> _What you are asked to do_
Copy each line of the listing that includes "canvas".

> _Data provided_
----
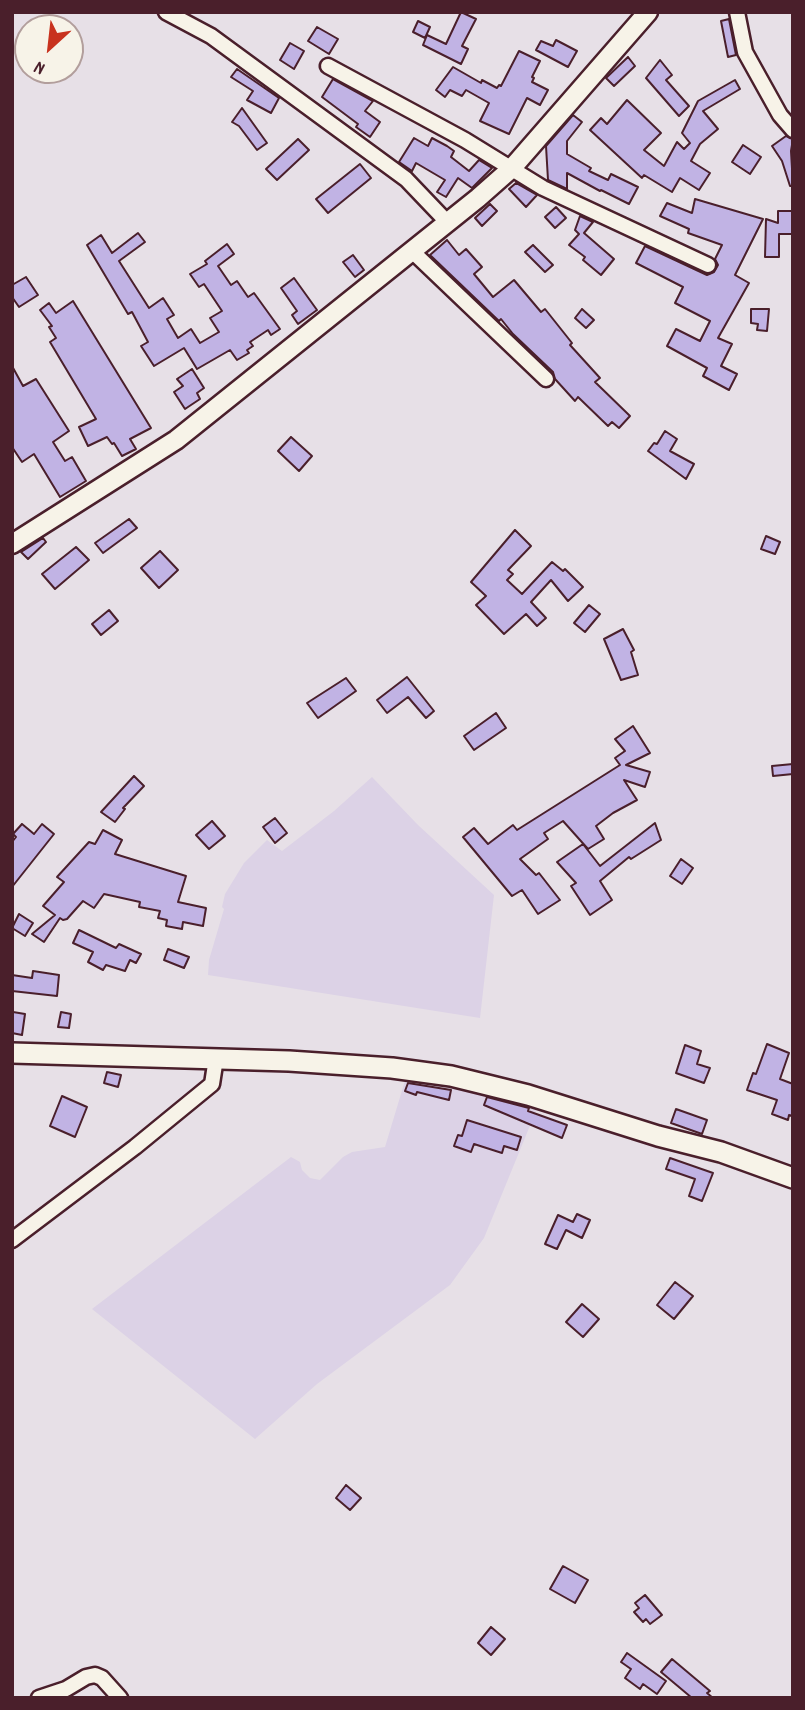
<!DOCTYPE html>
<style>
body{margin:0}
#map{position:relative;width:805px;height:1710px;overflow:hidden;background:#e7e0e7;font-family:Dekko,sans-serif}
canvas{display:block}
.frame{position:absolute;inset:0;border:14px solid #4a1f2b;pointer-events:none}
.north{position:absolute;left:14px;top:14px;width:70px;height:70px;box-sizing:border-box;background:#f7f3e8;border:2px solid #b29e9c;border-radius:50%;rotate:207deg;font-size:19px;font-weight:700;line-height:28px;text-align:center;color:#4a1f2b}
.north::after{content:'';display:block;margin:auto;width:24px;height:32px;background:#c8321e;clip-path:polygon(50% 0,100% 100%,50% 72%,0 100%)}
</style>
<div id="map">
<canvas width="805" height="1710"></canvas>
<div class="frame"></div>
<div class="north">N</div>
</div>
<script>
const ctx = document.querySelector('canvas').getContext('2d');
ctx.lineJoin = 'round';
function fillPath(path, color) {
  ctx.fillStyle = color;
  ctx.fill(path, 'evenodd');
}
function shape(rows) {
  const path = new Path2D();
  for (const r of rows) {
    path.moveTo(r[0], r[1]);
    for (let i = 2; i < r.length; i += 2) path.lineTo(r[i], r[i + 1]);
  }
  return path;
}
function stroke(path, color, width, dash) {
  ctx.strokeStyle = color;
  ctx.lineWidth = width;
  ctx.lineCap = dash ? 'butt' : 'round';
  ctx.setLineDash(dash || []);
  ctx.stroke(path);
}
fillPath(shape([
 [372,777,418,825,494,895,480,1018,208,975,209,960,224,909,222,907,225,894,244,863,267,840,282,851,334,811],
 [407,1074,538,1106,484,1238,450,1285,317,1384,255,1439,92,1309,291,1157,300,1162,302,1170,310,1178,320,1180,343,1157,352,1152,385,1147]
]), '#dcd2e6');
const building = shape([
 [461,12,476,19,462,46,468,49,461,64,423,45,427,35,446,44,461,12],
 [729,19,736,55,728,57,721,21,729,19],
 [418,21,430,27,425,38,413,32,418,21],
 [317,27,338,39,329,54,308,41,317,27],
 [556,40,577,51,568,67,536,50,541,41,553,46,556,40],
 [290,43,304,51,294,69,280,60,290,43],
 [519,51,540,61,532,77,534,78,532,82,548,90,540,105,527,98,509,134,480,121,489,103,466,90,462,96,450,90,445,97,436,90,453,67,481,83,482,80,497,88,499,85,501,86,519,51],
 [628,57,635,66,614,86,606,78,628,57],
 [660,60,672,75,666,80,689,106,679,116,646,78,660,60],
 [237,69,279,98,271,113,247,100,253,91,231,77,237,69],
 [333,79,373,101,365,111,380,122,370,137,356,127,358,124,322,97,333,79],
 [735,80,740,89,703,111,718,129,700,144,691,161,710,173,699,190,680,178,672,192,644,175,642,178,590,130,601,118,607,124,627,100,661,133,644,150,664,166,677,142,684,149,690,143,682,133,698,101,735,80],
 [242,108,267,143,257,150,239,126,232,122,242,108],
 [573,115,582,122,567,141,567,154,591,168,589,171,608,180,611,174,638,187,629,204,601,190,600,191,567,173,567,189,548,180,546,146,573,115],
 [786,136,793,139,791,151,793,186,790,186,782,161,772,146,786,136],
 [414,138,428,146,432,138,447,146,454,151,451,157,469,171,479,160,492,168,472,188,458,178,446,197,437,192,445,180,416,163,412,171,399,162,414,138],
 [298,139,309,150,277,180,266,169,298,139],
 [743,145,761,157,750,174,732,162,743,145],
 [360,164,371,178,328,213,316,199,360,164],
 [516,183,537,195,526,207,509,189,516,183],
 [695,199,763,219,735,275,749,283,718,338,732,344,721,366,737,374,729,390,703,376,707,368,667,346,676,329,700,341,710,321,675,303,683,287,636,263,645,246,707,275,714,272,718,265,715,259,722,245,688,233,689,229,660,216,667,203,692,213,695,199],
 [490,204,497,211,482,226,475,218,490,204],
 [556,207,566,218,555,228,545,217,556,207],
 [778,211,793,211,793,234,779,234,779,257,765,257,766,219,778,223,778,211],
 [580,216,593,222,584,233,614,259,601,275,583,260,585,257,569,245,579,234,575,230,580,216],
 [138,233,145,242,119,261,149,308,163,298,174,315,167,319,178,338,191,329,200,343,219,332,210,318,222,311,204,284,199,287,190,274,207,264,205,261,227,244,234,254,218,266,231,285,237,281,248,297,254,293,280,329,271,335,268,330,250,342,253,346,247,350,249,353,237,360,230,350,197,369,184,348,154,366,141,346,148,342,132,312,128,314,87,245,101,235,112,253,138,233],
 [447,240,459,255,466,249,482,267,474,274,493,297,514,280,541,312,545,309,572,343,570,345,600,378,595,382,630,416,619,428,612,422,608,426,578,397,575,401,555,379,553,372,513,334,501,319,499,321,430,255,447,240],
 [533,245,553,265,545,272,525,252,533,245],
 [353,255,364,270,355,277,343,262,353,255],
 [26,277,38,295,19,307,12,297,12,285,26,277],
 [294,278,317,310,298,324,292,315,297,311,281,288,294,278],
 [73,301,151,428,130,439,136,449,122,456,114,443,112,444,107,437,88,446,79,427,96,419,50,342,56,338,49,327,52,326,40,310,49,303,56,313,73,301],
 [582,309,594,320,586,328,575,318,582,309],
 [751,309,769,309,767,331,757,330,758,324,751,323,751,309],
 [12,366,23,386,36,379,69,431,53,442,65,461,72,457,86,481,60,497,34,454,22,462,12,447,12,366],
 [192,369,204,388,197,393,200,399,185,409,174,392,183,386,177,379,192,369],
 [665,431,677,439,670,451,694,464,686,479,648,451,654,443,657,444,665,431],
 [291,437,312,456,299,471,278,451,291,437],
 [129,519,137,528,103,553,95,543,129,519],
 [515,530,531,546,508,570,513,574,507,580,522,594,552,562,563,571,565,569,583,587,568,601,551,580,531,602,546,618,537,626,526,614,504,634,476,605,486,596,471,582,515,530],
 [766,536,780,542,775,554,761,549,766,536],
 [43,538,46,542,28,559,21,552,43,538],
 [76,547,89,560,55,589,42,574,76,547],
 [160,551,178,570,159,588,141,568,160,551],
 [589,605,600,614,585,632,574,623,589,605],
 [109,610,118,621,101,635,92,624,109,610],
 [623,629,634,650,631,652,638,675,621,680,604,639,623,629],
 [407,677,434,711,426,718,408,697,387,713,377,700,407,677],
 [346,678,356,691,318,718,307,703,346,678],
 [496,713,506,728,474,750,464,736,496,713],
 [633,726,650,753,626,765,650,772,645,787,624,780,637,800,613,813,596,826,604,839,588,849,563,821,544,833,548,839,520,859,536,875,539,873,560,900,538,914,522,890,512,896,463,837,474,828,488,844,513,825,517,830,620,765,615,758,625,751,615,739,633,726],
 [793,764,793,774,773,776,772,766,793,764],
 [134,776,144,786,123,808,125,809,115,822,101,812,134,776],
 [275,818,287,833,275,843,263,827,275,818],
 [212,821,225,836,209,849,196,835,212,821],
 [655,823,661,840,631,859,629,857,600,881,612,900,590,915,571,886,576,883,557,862,583,844,600,866,655,823],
 [22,824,34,834,42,824,54,834,12,887,12,842,16,837,13,834,22,824],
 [103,830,122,840,115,854,186,876,178,902,206,908,203,926,183,922,182,929,166,926,167,920,158,918,160,911,139,907,140,902,104,894,94,908,83,901,67,919,63,920,60,918,44,942,32,934,55,915,43,906,64,882,57,877,89,842,95,844,103,830],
 [681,859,693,868,682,884,670,876,681,859],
 [19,914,33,923,25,936,12,928,19,914],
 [79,930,116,948,119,944,141,954,136,963,130,960,125,971,106,965,103,970,88,962,93,952,73,943,79,930],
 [168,949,189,957,184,968,164,960,168,949],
 [33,971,59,975,57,996,12,991,12,975,32,978,33,971],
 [13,1012,25,1014,22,1035,12,1033,13,1012],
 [61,1012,71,1014,69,1028,58,1027,61,1012],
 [767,1044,789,1053,780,1079,793,1084,793,1116,789,1115,788,1120,772,1114,777,1100,747,1090,753,1073,756,1074,767,1044],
 [685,1045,701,1051,697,1064,710,1068,704,1083,676,1073,685,1045],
 [107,1072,121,1075,118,1087,104,1083,107,1072],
 [408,1083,451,1090,449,1100,417,1092,416,1095,405,1091,408,1083],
 [62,1096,87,1107,75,1137,50,1126,62,1096],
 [487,1097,529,1108,528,1111,567,1125,562,1138,484,1105,487,1097],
 [676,1109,707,1120,702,1134,671,1123,676,1109],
 [467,1120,521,1137,517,1150,504,1146,502,1153,474,1144,471,1152,454,1146,458,1135,462,1136,467,1120],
 [670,1158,713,1173,702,1201,689,1196,695,1179,666,1169,670,1158],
 [577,1214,590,1220,582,1238,566,1230,557,1249,545,1244,558,1215,573,1222,577,1214],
 [675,1282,693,1296,674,1319,657,1305,675,1282],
 [582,1304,599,1319,583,1337,566,1322,582,1304],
 [346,1485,361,1498,350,1510,336,1498,346,1485],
 [563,1566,588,1580,575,1603,550,1589,563,1566],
 [645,1595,662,1615,650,1624,646,1619,643,1622,634,1612,639,1608,635,1603,645,1595],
 [491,1627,505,1639,491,1655,478,1643,491,1627],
 [627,1653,666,1681,657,1694,643,1684,640,1689,625,1678,631,1669,621,1662,627,1653],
 [672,1659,710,1691,707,1693,713,1698,692,1698,661,1672,672,1659]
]);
fillPath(building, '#c1b3e4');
stroke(building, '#4a1f2b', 2);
const minor = shape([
 [166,12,211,36,406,179,448,223],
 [737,12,745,52,780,115,793,130],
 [328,66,465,140,543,188,708,265],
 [413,252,546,379],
 [12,1240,135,1147,212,1084,216,1058],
 [39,1698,66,1689,86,1677,95,1675,102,1678,120,1698]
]);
const tertiary = shape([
 [12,544,176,440,478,198,512,168,648,12]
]);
const secondary = shape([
 [12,1053,289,1061,392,1068,451,1076,528,1095,658,1136,721,1152,793,1178]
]);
stroke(minor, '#4a1f2b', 19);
stroke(tertiary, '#4a1f2b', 23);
stroke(secondary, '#4a1f2b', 24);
stroke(minor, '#f7f3e8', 14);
stroke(tertiary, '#f7f3e8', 18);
stroke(secondary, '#f7f3e8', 19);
</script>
----
> _Solution to the exercise_
canvas{display:block}
<canvas width="805" height="1710"></canvas>
const ctx = document.querySelector('canvas').getContext('2d');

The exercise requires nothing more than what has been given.